I'll agree that this MIGHT _sound_ strange. Maybe the following formulation
is easier to digest:
Each and any natural number is finite.
But the set of _all_ natural numbers is not bound.
(I.e. it does not have an upper boundary.) With other
words, there is no biggest natural number. (I guess
that's immediately clear, no? If W would be this number,
W+1 would be another natural number, but bigger. Which
is an aburdity.)
F.
George, this looks useful and workable; I'll get back to it later!
His name isn't George, BTW. He uses the name "G. Frege" (from Gottlob
Frege, the inventor of predicate logic) as an alias; for all anyone
knows, he may believe that he is Gottlob Frege.
.
Oh, thanks! I was just thinking we have too damn many "Georges" around
here to keep track of, and that will help!-
No problem. Now, just one more bit of help, and I'm outta here. (I
have my own trolls, on my own lists, to battle. 8)

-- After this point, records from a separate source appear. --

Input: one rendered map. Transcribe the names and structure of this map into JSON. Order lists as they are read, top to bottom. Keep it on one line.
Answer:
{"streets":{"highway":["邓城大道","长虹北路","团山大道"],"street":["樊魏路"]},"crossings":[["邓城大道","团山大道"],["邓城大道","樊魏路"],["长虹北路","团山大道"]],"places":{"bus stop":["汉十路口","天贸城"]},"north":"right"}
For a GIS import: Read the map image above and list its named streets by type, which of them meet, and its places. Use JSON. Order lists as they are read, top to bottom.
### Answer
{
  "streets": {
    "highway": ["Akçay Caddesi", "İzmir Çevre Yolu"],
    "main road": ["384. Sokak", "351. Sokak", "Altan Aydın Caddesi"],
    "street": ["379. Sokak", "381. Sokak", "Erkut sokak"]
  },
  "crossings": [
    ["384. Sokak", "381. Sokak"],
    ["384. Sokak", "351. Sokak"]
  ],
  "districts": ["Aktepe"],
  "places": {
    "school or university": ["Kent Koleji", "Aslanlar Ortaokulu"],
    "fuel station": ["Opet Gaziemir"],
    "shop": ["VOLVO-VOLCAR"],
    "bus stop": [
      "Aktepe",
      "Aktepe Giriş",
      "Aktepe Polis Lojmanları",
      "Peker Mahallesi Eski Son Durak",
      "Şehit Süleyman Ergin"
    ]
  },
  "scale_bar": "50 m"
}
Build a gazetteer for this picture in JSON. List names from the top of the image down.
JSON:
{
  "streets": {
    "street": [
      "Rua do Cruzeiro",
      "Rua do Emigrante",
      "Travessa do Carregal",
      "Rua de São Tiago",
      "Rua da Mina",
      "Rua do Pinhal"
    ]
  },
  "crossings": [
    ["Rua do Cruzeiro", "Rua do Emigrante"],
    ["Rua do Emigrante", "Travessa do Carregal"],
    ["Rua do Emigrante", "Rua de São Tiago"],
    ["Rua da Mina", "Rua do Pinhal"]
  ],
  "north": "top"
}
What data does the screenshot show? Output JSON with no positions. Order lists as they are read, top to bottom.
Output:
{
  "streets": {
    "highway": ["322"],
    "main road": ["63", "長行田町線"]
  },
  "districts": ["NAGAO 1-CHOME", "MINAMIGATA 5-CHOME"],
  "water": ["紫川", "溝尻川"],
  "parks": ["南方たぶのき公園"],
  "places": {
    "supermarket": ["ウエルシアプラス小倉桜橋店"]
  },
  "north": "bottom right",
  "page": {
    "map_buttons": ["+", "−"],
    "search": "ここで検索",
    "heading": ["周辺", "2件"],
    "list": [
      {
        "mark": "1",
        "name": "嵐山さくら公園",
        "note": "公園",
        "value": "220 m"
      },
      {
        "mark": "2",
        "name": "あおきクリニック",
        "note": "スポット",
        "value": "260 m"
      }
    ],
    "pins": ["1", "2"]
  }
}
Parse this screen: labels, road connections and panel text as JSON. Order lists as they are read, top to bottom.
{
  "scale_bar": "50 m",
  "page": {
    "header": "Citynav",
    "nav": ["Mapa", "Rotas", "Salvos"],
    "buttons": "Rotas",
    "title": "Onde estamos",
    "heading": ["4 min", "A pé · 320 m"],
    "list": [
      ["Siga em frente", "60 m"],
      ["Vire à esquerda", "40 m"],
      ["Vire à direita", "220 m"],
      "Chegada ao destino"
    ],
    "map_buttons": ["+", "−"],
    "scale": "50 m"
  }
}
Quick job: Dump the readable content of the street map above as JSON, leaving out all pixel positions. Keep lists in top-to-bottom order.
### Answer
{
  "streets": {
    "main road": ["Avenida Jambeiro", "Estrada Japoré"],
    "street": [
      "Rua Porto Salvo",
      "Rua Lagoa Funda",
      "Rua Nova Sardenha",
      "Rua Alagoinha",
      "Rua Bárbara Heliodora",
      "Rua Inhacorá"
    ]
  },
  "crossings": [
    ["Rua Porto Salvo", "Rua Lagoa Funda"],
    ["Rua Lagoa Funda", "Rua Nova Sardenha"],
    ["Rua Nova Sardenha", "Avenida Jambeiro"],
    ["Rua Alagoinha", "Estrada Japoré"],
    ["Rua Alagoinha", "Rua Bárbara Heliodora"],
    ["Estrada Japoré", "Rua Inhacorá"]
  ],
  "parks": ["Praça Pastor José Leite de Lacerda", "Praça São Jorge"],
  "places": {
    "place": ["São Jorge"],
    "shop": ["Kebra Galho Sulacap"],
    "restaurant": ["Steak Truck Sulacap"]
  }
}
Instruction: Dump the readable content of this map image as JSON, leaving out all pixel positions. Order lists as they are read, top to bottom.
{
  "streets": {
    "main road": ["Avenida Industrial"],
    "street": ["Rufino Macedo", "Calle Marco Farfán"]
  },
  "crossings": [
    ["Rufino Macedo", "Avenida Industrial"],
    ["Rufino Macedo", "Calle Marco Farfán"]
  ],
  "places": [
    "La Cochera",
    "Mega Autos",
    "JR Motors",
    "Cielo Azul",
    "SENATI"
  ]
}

You might have noticed that some of the people "discussing" with you
keep mentioning the name 'Mueckenheim'. That was a new one to me,
since I'd never heard of the guy; but it sounded important, so I
decided to do a search. Much to my surprise I found that he's not the
non-math crank I expected, but a published author. Here's a short
summary of his views, and the information on his book. (I realize
that may be of no use to you now, since you can't read German;
however, translations is a technical business.)
<quote>
Mueckenheim)
My goal is to show that there is no infinity (other than potential
infinity) at all. So we always remain in the finite domain. What
would
be the use of infinite natural numbers? What could you address by oo
=
1 + oo? My goal is to show that set theory is self contradictory, in
particular Cantor's claim of the infinite set of finite naturals.
This
goal is not difficult to achieve. There are several proofs. What is
much more difficult than I ever imagined is to have the set theorists
see and accept them.
By the way, a proof that the irrationals are not uncountable is
already
established by the observation that there is no pair of irrational
numbers which is not separated by a terminating rational number.
Regards, WM </q>
http://sci4um.com/about2-asc-2565.html
Book:
Die Mathematik des Unendlichen
Wolfgang Mückenheim
Shaker Verlag, Aachen, Germany, 2006, ISBN 3-8322-5587-7.
.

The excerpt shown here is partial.